Our text for today from Deuteronomy includes the well-known and urgent admonition to “choose life.” I was interested to learn in my research for this sermon that this is the only time in the Hebrew Bible that the verb “choose” has humans as the subject. It is constantly God who does the choosing! But not here – how much emphasis, then, is behind this plea of Moses to his people: choose life! There would seem to be no more important human choice to be made.
To choose life, we read, means to love God, to obey God, and to hold fast to God. We make choices every minute of the day. We are always choosing how – and Moses would add, whether – to live. How can we make all of our choices reflect and inhabit a love for God, obedience, and holding tight? What does this mean for how we relate to those people whom the world considers lowly, like Onesimus the slave? How should we relate to the people we live with, work or study with, party with? What if our central identity as Christians really made us choose life in every moment?
We don’t know how Onesimus’s story ended. All we have is this fascinating letter to the man who owned him. Was Onesimus (whose name means “useful”) indeed freed by Philemon? Did he come into a place of love, honor, and respect in his home community? Did Philemon’s faith in Christ prevail over any anger, greed, or weddedness to cultural norms and traditions? He was asked to do a very big thing, one that would set him entirely apart in his society and social circle, one that could set a major precedent for other enslaved members of his household, one that could set a major precedent for the free members of his household. I pray that he lived into the promise of his Christian faith.

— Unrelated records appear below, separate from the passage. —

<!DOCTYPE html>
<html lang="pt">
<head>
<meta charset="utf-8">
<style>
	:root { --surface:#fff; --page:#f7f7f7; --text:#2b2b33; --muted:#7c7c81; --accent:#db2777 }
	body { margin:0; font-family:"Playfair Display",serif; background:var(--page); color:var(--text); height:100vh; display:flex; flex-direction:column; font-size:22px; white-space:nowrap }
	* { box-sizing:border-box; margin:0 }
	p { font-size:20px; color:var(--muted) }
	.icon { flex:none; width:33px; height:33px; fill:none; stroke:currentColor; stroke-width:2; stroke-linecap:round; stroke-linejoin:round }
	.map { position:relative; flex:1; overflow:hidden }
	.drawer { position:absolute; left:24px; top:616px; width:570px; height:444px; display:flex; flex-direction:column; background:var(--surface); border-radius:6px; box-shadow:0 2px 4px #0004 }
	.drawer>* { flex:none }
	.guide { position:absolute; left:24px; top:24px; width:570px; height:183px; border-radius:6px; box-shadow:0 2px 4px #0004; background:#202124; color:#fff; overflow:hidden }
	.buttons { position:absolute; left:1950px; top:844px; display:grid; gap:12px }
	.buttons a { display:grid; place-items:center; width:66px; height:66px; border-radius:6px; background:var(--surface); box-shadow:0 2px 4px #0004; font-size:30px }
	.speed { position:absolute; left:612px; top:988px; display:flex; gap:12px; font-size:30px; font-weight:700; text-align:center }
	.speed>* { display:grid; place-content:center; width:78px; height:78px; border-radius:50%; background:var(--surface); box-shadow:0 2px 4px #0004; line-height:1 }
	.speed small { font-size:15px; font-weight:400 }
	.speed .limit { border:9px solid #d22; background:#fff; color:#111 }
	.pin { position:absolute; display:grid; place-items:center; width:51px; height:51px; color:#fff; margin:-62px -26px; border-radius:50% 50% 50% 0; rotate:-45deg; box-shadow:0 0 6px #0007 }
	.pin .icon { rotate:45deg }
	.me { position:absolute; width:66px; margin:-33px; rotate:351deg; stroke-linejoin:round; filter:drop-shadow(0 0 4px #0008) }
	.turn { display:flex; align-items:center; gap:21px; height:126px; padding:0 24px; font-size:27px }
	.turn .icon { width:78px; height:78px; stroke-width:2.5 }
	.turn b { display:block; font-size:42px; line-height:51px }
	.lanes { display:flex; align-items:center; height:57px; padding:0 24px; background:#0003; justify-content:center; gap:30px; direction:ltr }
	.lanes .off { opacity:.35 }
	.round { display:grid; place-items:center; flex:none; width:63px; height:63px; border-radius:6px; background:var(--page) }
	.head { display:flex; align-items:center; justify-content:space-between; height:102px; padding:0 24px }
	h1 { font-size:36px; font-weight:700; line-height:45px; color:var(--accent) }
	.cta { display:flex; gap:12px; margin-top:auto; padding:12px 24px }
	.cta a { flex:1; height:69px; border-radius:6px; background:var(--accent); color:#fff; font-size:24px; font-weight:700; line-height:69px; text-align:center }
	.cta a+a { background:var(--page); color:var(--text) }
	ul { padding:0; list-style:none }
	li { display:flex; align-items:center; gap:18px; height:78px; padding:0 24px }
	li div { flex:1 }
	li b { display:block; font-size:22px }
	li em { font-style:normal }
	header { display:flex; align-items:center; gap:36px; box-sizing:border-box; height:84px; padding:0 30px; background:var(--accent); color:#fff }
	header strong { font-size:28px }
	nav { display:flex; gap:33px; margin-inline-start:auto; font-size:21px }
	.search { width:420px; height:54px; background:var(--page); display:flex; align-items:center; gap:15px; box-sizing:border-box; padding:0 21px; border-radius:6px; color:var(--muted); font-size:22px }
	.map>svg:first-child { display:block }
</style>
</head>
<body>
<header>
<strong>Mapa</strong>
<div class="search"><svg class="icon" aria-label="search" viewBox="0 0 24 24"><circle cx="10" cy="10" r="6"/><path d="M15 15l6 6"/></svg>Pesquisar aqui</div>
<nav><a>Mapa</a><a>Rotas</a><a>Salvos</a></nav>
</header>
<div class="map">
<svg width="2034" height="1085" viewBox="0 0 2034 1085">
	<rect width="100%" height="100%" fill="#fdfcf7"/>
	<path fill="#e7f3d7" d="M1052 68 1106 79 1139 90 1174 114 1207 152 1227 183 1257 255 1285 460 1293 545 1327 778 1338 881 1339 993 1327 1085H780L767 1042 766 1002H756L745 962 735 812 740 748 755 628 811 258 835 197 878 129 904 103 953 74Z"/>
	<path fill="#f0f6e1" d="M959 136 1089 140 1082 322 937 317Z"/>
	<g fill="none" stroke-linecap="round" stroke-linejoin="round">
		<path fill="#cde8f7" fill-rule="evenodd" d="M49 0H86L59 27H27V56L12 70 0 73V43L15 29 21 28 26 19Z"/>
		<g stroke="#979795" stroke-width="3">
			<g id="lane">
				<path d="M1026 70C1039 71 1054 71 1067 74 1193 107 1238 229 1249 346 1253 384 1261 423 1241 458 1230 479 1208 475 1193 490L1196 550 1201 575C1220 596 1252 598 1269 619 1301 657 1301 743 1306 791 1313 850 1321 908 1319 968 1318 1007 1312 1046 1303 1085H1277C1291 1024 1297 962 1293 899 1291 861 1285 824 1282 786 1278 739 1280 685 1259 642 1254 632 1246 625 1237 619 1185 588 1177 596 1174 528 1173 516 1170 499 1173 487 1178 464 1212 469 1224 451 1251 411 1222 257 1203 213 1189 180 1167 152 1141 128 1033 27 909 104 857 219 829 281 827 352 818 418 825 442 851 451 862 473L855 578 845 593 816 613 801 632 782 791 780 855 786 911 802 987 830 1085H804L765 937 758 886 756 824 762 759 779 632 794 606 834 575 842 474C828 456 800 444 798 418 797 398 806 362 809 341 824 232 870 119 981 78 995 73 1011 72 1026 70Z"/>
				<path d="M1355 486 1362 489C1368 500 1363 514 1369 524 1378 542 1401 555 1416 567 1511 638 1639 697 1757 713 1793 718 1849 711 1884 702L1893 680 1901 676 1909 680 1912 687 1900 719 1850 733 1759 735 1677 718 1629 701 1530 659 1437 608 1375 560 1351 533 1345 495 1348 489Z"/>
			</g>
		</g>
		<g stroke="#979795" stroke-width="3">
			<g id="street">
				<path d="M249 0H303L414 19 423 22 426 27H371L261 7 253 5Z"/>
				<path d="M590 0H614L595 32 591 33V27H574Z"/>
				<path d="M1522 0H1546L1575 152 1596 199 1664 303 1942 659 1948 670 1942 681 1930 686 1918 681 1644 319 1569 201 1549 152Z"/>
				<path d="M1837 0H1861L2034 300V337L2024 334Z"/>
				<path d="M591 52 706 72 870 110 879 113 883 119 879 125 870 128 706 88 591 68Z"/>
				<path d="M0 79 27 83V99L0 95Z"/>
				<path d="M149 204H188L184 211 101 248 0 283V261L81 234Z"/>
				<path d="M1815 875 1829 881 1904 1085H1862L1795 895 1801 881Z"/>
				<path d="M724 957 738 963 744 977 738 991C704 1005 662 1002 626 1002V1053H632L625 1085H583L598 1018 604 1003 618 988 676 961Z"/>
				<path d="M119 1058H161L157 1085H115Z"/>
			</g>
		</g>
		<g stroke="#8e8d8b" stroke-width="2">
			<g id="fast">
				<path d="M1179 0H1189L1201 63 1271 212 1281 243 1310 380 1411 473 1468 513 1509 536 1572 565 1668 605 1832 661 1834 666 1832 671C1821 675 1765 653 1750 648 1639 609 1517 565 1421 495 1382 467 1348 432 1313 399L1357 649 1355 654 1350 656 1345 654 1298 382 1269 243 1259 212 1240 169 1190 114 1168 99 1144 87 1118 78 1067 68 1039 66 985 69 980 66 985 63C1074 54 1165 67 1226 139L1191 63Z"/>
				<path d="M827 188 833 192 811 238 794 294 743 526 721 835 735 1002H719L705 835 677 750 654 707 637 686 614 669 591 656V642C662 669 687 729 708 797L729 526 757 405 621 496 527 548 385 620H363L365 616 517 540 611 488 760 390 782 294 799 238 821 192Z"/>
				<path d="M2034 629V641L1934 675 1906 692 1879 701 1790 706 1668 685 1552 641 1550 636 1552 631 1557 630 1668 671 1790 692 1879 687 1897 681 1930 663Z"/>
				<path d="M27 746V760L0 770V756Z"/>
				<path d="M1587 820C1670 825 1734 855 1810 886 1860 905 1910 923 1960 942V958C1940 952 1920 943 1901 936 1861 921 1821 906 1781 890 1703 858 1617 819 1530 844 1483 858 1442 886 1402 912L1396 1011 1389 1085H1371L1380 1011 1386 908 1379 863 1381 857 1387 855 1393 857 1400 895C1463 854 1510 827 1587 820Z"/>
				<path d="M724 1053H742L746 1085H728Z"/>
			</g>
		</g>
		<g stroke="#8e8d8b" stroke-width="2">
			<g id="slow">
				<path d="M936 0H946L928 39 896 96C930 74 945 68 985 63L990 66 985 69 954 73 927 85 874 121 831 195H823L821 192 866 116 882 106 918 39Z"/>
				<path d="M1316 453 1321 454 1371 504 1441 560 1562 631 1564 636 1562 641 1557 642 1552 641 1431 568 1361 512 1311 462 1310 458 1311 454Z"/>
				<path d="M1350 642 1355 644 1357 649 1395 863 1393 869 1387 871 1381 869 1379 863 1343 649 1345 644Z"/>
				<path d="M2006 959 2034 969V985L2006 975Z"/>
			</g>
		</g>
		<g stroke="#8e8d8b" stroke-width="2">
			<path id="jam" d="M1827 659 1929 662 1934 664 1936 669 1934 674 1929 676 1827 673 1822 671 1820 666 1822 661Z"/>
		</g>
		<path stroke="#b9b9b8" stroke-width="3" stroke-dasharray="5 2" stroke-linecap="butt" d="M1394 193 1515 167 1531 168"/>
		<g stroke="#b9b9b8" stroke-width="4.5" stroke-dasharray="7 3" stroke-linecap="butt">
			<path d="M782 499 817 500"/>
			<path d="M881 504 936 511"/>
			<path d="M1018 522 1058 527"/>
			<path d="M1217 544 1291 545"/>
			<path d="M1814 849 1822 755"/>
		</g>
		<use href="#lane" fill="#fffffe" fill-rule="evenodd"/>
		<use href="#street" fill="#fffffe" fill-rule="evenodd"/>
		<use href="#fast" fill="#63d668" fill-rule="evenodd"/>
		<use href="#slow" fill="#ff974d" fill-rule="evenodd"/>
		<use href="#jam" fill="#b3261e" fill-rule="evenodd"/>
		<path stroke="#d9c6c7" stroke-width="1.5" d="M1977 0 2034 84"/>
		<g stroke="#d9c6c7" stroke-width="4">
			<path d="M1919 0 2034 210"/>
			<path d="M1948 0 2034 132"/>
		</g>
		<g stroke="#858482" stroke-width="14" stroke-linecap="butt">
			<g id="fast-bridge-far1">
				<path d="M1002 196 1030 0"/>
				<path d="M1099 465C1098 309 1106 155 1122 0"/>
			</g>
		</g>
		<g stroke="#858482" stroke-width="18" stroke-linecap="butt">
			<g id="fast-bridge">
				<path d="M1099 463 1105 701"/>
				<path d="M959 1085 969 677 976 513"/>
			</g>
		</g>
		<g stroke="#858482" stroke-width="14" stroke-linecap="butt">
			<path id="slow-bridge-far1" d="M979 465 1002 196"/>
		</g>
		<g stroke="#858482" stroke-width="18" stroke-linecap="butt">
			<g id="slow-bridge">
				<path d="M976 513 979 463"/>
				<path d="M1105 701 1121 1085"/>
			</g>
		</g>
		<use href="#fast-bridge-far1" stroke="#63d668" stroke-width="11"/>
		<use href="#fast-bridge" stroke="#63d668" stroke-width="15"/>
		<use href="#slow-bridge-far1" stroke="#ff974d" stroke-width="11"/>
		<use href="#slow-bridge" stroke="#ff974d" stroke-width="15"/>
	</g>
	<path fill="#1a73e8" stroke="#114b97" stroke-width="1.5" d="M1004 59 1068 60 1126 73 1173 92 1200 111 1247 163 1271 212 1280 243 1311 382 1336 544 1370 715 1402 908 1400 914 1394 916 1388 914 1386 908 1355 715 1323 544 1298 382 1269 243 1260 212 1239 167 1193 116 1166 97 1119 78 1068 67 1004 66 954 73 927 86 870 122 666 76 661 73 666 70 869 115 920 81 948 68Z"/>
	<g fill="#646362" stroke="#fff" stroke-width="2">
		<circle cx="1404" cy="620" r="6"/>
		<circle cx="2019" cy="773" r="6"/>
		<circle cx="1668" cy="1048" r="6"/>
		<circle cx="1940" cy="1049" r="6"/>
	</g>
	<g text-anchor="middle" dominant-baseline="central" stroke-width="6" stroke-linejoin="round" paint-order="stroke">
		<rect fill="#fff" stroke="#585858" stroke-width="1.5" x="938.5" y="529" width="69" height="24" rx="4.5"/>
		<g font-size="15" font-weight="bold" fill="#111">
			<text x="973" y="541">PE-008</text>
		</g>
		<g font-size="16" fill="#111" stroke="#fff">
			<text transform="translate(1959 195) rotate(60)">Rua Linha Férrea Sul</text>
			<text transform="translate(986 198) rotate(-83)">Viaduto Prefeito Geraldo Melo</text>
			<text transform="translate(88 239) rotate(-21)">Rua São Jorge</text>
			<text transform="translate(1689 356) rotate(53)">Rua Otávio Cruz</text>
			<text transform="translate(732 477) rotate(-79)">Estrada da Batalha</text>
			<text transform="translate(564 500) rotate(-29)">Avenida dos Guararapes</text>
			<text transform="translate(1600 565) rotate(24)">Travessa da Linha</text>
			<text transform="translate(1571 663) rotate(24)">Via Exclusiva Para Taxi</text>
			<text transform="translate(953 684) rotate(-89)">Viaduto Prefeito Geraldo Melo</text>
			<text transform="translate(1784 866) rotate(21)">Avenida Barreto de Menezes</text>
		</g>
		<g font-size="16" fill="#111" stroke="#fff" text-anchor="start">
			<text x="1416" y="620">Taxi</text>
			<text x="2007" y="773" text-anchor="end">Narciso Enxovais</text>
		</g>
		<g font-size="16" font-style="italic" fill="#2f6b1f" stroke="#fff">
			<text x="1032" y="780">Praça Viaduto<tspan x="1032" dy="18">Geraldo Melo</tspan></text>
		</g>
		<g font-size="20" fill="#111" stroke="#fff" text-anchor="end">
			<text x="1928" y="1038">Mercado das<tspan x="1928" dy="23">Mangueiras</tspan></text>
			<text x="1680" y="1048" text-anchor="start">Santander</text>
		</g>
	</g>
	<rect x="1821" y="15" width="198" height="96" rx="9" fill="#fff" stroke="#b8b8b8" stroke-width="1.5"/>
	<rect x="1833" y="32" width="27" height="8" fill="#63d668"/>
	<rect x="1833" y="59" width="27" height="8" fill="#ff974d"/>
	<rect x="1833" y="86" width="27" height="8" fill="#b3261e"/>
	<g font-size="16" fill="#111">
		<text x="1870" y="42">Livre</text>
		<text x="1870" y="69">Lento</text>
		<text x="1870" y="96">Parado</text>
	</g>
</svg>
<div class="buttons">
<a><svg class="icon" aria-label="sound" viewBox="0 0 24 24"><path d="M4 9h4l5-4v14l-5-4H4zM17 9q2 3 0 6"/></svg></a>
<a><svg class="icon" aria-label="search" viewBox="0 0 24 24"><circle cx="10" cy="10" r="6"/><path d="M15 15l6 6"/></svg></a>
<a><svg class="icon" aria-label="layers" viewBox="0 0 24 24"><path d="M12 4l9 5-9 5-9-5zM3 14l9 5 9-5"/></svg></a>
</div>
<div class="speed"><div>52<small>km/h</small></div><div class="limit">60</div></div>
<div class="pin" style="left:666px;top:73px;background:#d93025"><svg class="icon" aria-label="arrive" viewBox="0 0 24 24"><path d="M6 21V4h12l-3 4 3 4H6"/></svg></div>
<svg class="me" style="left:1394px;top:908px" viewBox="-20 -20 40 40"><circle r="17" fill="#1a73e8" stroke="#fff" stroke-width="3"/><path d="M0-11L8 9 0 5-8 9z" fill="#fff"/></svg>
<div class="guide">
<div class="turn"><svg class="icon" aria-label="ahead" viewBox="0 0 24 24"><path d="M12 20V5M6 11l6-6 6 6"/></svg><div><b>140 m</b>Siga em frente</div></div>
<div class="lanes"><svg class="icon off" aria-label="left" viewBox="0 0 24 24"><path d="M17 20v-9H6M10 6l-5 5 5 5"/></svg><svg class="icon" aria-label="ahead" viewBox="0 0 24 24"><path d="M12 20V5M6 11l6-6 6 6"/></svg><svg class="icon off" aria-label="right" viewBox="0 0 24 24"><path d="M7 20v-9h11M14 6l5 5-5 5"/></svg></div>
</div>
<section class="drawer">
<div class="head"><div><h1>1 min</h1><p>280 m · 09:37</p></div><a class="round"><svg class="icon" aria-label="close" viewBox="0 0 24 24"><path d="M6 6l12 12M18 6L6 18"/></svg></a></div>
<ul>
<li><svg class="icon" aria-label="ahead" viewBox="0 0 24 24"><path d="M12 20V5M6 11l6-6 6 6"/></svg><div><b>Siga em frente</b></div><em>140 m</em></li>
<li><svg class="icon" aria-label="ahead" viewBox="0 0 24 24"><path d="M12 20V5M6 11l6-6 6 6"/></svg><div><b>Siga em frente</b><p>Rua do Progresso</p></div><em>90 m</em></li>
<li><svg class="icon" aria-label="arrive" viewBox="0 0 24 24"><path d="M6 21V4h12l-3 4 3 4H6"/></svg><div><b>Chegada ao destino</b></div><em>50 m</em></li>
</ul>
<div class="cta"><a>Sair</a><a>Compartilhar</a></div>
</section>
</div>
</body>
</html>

I pray the same for you and me! It’s a new year, a fresh beginning. Let’s inventory who we’ve been and embrace these days as a time to change for the better, and even, if we think it necessary, to take on a wholly new identity. We can’t know what happened to Onesimus and Philemon, and we also can’t know who we will be one year from now, four years from now, many years from now. But as Moses exhorts us in his final sermon, we can truly choose what our own direction will be, what our own progress will be, what our own ending will be. There is so much in our lives that happens to us, that is decided for us, but actually – the most important things that will happen in our lives are from the choices we really are empowered to make. We may not choose for something to happen to us, but we can choose life in the way we respond, in the way we continue living. No matter what becomes or befalls us, we have the life that really is life when we decide to choose life. To love God, to obey God, to hold fast to God – this is choosing life. Let us embrace the opportunity to be new people in a new year, and new people every morning as we wake to a new day. Let us reflect and pray on how the simple and difficult decisions we make throughout the day are opportunities to live out our love for God. Let us consider how loving God must translate into how we regard other people, and how we relate to them. How blessed we are to have been invited by God Almighty to be in covenant together, how blessed we are to know Jesus as our Lord, how blessed we are to be sustained in all things by the Advocate, the Holy Spirit. How flat-out amazing to be on the path of life, choosing life, for the love of God. Happy new year indeed!